Die Therapie basiert auf einer Klasse ribosomal synthetisierter Peptide, die mithilfe des RiPP-Verfahrens modifiziert wurden, um ihre krebshemmenden Eigenschaften zu verbessern. „Die Reinigung dieser Chemikalien ist schwierig“, sagt Qiuyue Nie, Postdoktorandin am CBE und Erstautorin der Studie. Während Tausende von RiPPs in Bakterien identifiziert wurden, wurden nur wenige in Pilzen gefunden. Dies liegt zum Teil daran, dass frühere Forscher Pilz-RiPPs fälschlicherweise als nicht-ribosomale Peptide identifizierten und ihr Verständnis davon, wie Pilze diese Moleküle bilden, unzureichend war. „Die Synthese dieser Verbindungen ist komplex. Aber genau das verleiht ihnen ihre bemerkenswerte Bioaktivität“, fügt sie hinzu.
Nach der Reinigung von vier verschiedenen RiPPs entdeckten die Forscher, dass die Moleküle eine einzigartige, ineinandergreifende Ringstruktur aufwiesen. Sie nannten diese bisher unveröffentlichten Moleküle Asperigimycine, nach dem Pilz, in dem sie gefunden wurden.
Auch ohne jegliche Modifikationen zeigten die Aspergillus-Medikamente in Kombination mit menschlichen Krebszellen medizinisches Potenzial: Zwei der vier Varianten zeigten eine starke Wirkung gegen die Leukämiezellen .
Eine andere Variante, der die Forscher ein Lipid oder Fettmolekül hinzufügten, das auch in Gelée Royale vorkommt, das sich zur Nahrung für sich entwickelnde Bienen dient, wirkte ebenso gut wie Cytarabin und Daunorubicin , zwei von der FDA zugelassene Medikamente, die seit Jahrzehnten zur Behandlung von Leukämie eingesetzt werden.
Um zu verstehen, warum Lipide die Wirksamkeit von Asperigimycinen steigern, schalteten die Forscher in den Leukämiezellen gezielt Gene an und aus. Ein Gen, SLC46A3, erwies sich als entscheidend dafür, dass Asperigimycine in ausreichender Menge in die Leukämiezellen gelangen konnten.

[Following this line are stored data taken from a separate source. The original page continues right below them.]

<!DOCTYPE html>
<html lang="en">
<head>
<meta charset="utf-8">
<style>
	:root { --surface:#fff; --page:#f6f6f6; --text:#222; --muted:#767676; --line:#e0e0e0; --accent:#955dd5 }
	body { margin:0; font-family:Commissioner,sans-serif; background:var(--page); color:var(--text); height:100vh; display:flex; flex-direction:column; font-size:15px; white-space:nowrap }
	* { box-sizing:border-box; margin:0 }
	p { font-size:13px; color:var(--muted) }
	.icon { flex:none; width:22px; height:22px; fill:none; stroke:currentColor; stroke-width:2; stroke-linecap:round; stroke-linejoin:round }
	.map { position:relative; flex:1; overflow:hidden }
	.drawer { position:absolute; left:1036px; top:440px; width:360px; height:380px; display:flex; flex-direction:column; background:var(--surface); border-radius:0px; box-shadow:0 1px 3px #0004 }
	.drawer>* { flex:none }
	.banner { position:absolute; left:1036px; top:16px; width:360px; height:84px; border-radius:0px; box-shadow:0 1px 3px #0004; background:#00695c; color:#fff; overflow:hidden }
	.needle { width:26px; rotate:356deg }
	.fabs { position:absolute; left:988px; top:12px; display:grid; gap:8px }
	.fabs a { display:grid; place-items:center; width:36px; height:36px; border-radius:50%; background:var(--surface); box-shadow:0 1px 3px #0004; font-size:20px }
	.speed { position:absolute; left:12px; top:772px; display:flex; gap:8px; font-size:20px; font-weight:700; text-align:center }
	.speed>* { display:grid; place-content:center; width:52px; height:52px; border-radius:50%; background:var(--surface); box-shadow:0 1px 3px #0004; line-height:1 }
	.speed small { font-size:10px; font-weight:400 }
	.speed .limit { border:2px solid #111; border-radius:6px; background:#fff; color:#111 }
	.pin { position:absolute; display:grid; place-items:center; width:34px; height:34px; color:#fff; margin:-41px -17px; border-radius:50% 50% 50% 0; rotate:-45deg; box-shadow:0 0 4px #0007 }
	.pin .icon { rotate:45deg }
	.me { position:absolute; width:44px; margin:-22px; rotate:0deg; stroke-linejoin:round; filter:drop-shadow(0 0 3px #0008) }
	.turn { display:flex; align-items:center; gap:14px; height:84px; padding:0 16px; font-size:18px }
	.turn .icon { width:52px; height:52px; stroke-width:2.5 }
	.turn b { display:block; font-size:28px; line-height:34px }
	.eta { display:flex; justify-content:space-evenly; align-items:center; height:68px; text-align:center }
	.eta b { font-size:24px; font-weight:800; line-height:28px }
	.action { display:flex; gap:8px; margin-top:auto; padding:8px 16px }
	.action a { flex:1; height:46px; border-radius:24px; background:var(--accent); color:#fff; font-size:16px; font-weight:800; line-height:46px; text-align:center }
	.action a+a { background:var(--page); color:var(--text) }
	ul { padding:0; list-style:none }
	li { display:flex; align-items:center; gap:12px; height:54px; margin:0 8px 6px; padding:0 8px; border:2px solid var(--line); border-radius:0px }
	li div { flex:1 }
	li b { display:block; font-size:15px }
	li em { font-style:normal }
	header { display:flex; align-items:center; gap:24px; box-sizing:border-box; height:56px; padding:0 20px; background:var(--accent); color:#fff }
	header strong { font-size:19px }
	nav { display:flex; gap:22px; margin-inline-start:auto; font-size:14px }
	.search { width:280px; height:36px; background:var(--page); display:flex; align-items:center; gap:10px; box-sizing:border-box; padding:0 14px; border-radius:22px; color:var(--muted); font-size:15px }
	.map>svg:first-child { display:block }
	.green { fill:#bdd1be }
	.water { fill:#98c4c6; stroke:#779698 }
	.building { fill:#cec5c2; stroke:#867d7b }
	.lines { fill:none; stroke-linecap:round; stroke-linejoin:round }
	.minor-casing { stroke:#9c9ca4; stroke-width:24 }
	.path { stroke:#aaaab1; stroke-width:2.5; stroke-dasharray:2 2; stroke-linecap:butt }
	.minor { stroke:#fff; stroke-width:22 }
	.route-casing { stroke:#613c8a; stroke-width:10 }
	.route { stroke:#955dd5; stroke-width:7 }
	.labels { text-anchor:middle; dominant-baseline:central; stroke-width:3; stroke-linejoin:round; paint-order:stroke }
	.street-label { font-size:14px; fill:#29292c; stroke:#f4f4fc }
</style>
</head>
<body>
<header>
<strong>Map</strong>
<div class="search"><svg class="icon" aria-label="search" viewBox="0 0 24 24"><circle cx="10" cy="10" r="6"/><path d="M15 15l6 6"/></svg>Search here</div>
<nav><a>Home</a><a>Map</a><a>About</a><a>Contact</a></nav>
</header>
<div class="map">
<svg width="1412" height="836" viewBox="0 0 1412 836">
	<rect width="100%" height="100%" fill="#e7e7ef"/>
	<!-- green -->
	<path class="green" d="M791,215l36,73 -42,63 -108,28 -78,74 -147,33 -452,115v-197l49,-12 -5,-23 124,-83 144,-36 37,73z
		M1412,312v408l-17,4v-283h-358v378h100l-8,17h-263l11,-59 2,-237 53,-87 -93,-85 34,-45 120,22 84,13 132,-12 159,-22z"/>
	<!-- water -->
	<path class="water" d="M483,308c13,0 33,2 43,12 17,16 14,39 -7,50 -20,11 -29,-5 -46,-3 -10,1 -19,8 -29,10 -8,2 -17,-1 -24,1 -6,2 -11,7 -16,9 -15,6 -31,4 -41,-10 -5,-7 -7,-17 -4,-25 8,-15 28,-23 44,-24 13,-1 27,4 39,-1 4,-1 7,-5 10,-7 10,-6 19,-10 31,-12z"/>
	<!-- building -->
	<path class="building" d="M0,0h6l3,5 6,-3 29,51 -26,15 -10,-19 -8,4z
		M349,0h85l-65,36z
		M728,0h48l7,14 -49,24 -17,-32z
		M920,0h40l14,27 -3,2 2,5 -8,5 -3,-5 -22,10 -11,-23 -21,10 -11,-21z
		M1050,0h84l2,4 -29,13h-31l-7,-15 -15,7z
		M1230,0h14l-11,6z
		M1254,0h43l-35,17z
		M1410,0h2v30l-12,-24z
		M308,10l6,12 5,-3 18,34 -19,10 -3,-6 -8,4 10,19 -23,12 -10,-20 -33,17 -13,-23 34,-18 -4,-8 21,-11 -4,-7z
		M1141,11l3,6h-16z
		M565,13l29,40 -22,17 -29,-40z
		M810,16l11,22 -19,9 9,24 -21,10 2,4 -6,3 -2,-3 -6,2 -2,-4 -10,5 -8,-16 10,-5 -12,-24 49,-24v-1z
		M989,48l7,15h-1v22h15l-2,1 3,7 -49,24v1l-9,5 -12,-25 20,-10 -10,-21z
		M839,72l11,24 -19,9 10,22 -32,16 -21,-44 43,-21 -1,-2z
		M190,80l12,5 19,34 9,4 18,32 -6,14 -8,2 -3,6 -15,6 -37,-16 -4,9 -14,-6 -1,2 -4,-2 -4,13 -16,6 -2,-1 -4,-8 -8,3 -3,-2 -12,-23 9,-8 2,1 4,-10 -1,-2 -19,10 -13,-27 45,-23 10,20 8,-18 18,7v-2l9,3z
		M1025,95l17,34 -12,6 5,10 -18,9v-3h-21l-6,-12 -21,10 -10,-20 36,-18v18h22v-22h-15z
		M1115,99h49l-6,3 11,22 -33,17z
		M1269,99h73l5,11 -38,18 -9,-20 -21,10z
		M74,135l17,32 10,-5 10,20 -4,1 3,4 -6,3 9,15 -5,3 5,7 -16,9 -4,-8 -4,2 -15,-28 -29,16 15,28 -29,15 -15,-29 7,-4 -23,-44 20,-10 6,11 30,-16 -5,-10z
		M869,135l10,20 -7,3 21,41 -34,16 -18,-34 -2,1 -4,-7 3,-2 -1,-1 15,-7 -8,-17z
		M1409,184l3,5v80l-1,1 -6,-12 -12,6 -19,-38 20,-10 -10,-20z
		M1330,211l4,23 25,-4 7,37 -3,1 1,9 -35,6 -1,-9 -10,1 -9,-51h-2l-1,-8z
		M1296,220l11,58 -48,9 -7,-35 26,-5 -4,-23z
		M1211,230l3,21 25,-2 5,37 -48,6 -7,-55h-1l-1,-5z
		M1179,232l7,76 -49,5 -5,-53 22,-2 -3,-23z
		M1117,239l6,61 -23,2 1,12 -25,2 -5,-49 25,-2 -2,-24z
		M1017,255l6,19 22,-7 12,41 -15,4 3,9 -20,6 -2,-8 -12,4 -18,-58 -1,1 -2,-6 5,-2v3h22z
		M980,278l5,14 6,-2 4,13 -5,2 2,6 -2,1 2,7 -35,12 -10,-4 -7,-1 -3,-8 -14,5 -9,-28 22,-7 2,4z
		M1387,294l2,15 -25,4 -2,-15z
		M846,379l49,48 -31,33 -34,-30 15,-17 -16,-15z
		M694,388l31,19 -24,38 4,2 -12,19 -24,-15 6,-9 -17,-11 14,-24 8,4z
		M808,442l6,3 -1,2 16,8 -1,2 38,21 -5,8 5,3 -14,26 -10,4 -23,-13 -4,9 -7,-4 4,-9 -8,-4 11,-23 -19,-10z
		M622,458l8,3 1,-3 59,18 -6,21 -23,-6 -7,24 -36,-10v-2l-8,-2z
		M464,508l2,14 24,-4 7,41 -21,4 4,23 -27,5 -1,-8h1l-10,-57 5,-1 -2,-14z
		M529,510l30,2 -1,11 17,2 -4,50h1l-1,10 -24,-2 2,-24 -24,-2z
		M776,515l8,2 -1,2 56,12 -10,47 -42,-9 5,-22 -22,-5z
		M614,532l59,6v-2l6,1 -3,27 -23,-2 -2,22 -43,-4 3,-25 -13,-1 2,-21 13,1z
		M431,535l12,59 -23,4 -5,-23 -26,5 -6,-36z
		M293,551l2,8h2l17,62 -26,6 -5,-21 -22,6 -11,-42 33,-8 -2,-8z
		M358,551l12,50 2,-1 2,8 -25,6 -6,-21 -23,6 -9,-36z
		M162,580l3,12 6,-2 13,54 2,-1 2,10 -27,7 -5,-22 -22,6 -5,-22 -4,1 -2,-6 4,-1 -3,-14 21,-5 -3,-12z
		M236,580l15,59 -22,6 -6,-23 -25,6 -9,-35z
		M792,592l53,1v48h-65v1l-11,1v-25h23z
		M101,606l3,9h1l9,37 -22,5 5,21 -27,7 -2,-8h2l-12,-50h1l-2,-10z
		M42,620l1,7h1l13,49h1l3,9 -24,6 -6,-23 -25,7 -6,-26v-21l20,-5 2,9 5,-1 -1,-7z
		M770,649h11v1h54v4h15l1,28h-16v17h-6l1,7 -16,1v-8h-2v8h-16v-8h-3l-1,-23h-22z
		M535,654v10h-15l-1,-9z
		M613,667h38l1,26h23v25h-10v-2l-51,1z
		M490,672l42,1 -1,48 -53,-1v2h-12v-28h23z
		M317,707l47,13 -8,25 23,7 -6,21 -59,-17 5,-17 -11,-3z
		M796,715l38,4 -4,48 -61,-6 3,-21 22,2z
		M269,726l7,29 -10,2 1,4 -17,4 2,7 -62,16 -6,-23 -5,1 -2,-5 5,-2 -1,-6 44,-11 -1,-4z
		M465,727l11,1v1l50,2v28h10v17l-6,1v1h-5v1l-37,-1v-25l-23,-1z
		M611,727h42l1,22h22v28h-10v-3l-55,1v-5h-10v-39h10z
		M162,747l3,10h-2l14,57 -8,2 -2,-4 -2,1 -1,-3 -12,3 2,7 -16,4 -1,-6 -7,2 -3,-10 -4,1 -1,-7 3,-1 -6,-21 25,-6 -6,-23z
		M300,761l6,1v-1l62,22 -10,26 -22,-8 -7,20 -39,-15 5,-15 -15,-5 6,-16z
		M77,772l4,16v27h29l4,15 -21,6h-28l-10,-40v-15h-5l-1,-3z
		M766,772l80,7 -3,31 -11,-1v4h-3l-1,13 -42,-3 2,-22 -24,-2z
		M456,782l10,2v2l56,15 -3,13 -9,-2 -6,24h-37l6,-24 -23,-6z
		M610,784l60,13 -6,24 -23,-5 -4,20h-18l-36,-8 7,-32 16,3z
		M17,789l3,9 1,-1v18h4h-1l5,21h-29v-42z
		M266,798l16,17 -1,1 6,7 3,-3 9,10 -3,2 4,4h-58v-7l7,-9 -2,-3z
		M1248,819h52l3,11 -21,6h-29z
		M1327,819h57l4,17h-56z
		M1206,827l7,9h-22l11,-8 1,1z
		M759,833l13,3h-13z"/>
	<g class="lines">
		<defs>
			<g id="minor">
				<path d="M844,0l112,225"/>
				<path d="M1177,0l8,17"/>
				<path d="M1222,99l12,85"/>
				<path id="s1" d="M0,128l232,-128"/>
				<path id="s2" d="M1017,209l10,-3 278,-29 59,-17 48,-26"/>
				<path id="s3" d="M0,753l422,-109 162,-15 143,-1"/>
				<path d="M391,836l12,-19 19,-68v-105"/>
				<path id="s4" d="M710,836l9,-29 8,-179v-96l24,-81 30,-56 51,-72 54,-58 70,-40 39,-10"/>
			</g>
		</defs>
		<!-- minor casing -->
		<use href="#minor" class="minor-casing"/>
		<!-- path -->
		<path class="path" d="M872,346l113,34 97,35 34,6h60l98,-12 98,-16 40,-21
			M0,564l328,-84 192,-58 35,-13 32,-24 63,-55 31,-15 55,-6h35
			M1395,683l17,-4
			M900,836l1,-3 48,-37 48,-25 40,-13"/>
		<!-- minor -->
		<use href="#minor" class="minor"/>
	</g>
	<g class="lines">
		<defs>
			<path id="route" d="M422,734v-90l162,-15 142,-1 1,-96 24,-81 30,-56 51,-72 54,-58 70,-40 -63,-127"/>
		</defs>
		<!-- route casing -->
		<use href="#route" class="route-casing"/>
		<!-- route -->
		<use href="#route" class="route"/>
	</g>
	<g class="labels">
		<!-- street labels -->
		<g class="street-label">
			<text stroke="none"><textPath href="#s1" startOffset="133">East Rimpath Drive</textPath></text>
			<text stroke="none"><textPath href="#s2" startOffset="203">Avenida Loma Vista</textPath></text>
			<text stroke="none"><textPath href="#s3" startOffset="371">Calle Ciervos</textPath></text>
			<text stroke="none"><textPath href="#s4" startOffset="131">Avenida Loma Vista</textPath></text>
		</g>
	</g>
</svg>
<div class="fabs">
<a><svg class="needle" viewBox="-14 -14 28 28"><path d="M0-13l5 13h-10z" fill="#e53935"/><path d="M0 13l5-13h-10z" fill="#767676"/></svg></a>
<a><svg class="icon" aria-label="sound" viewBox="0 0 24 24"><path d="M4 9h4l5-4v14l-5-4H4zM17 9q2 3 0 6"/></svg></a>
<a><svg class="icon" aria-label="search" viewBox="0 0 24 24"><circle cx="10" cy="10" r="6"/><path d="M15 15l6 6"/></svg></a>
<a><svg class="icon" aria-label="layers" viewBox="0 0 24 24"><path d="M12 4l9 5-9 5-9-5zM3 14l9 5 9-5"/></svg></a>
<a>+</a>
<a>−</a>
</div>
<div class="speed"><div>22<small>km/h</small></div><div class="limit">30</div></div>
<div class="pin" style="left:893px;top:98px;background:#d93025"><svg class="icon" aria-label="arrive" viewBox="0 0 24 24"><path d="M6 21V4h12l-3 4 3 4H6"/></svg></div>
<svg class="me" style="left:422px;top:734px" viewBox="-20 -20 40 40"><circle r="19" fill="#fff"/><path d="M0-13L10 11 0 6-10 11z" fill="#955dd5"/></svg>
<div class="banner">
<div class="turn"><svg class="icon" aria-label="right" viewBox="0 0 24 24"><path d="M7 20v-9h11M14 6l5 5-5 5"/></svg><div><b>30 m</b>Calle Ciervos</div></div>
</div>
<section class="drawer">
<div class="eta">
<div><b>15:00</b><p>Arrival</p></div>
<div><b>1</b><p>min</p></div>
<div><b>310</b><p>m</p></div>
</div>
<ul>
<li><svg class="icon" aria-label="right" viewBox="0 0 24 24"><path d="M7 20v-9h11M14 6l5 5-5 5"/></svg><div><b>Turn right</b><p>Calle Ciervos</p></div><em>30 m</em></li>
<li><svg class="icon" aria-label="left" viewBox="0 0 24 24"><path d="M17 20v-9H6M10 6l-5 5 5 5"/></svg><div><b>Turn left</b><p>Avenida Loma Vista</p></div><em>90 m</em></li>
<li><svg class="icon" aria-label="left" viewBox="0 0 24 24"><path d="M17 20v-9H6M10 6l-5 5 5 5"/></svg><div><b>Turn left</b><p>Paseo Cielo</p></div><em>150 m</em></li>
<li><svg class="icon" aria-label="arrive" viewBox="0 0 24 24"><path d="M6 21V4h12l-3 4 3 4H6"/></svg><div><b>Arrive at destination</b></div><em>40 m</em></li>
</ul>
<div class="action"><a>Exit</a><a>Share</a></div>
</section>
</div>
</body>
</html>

Dieses Gen hilft Stoffen, Lysosomen zu verlassen, die winzigen Beutel, in denen Fremdstoffe gesammelt werden, die in menschliche Zellen gelangen. „Dieses Gen fungiert wie ein Tor“, sagt Nie. „Es erleichtert nicht nur den Eintritt von Asperimycinen in die Zellen, sondern ermöglicht möglicherweise auch anderen zyklischen Peptiden, dasselbe zu tun.“
Wie Asperigimycine haben diese Chemikalien medizinische Eigenschaften (fast zwei Dutzend zyklische Peptide wurden seit dem Jahr 2000 für die Behandlung so unterschiedlicher Krankheiten wie Krebs und Lupus klinisch zugelassen), viele von ihnen müssen jedoch modifiziert werden, um in ausreichenden Mengen in die Zellen zu gelangen.
„Das Wissen, dass Lipide den Transport von Chemikalien durch dieses Gen in die Zellen beeinflussen können, gibt uns ein weiteres Werkzeug für die Arzneimittelentwicklung“, sagt Nie.
Durch weitere Experimente entdeckten die Forscher, dass Asperigimycine wahrscheinlich den Zellteilungsprozess stören . „Krebszellen teilen sich unkontrolliert. Diese Verbindungen blockieren die Bildung von Mikrotubuli, die für die Zellteilung essentiell sind“, sagt Gao.
Bemerkenswerterweise zeigten die Verbindungen keine oder nur eine geringe Wirkung auf Brust-, Leber- oder Lungenkrebszellen (oder auf eine Reihe von Bakterien und Pilzen). Dies lässt darauf schließen, dass die zerstörenden Effekte der Asperigimycine auf bestimmte Zelltypen beschränkt sind – ein entscheidendes Merkmal für jedes zukünftige Medikament.
Neben dem Nachweis des medizinischen Potenzials von Asperigimycinen identifizierten die Forscher ähnliche Gencluster in anderen Pilzen. Dies deutet darauf hin, dass noch weitere Pilz-RiPPS entdeckt werden müssen . „Obwohl bisher nur wenige identifiziert wurden, weisen fast alle eine starke Bioaktivität auf. Dies ist ein unerforschter Bereich mit enormem Potenzial“, sagt Nie.
Der nächste Schritt besteht darin, Asperigimycine an Tiermodellen zu testen, mit der Hoffnung, eines Tages klinische Studien am Menschen durchführen zu können. „Die Natur hat uns diese unglaubliche Apotheke geschenkt. Es liegt an uns, ihre Geheimnisse zu lüften. Als Ingenieure freuen wir uns darauf, weiter zu forschen, von der Natur zu lernen und dieses Wissen zu nutzen, um bessere Lösungen zu entwickeln“, sagt Gao.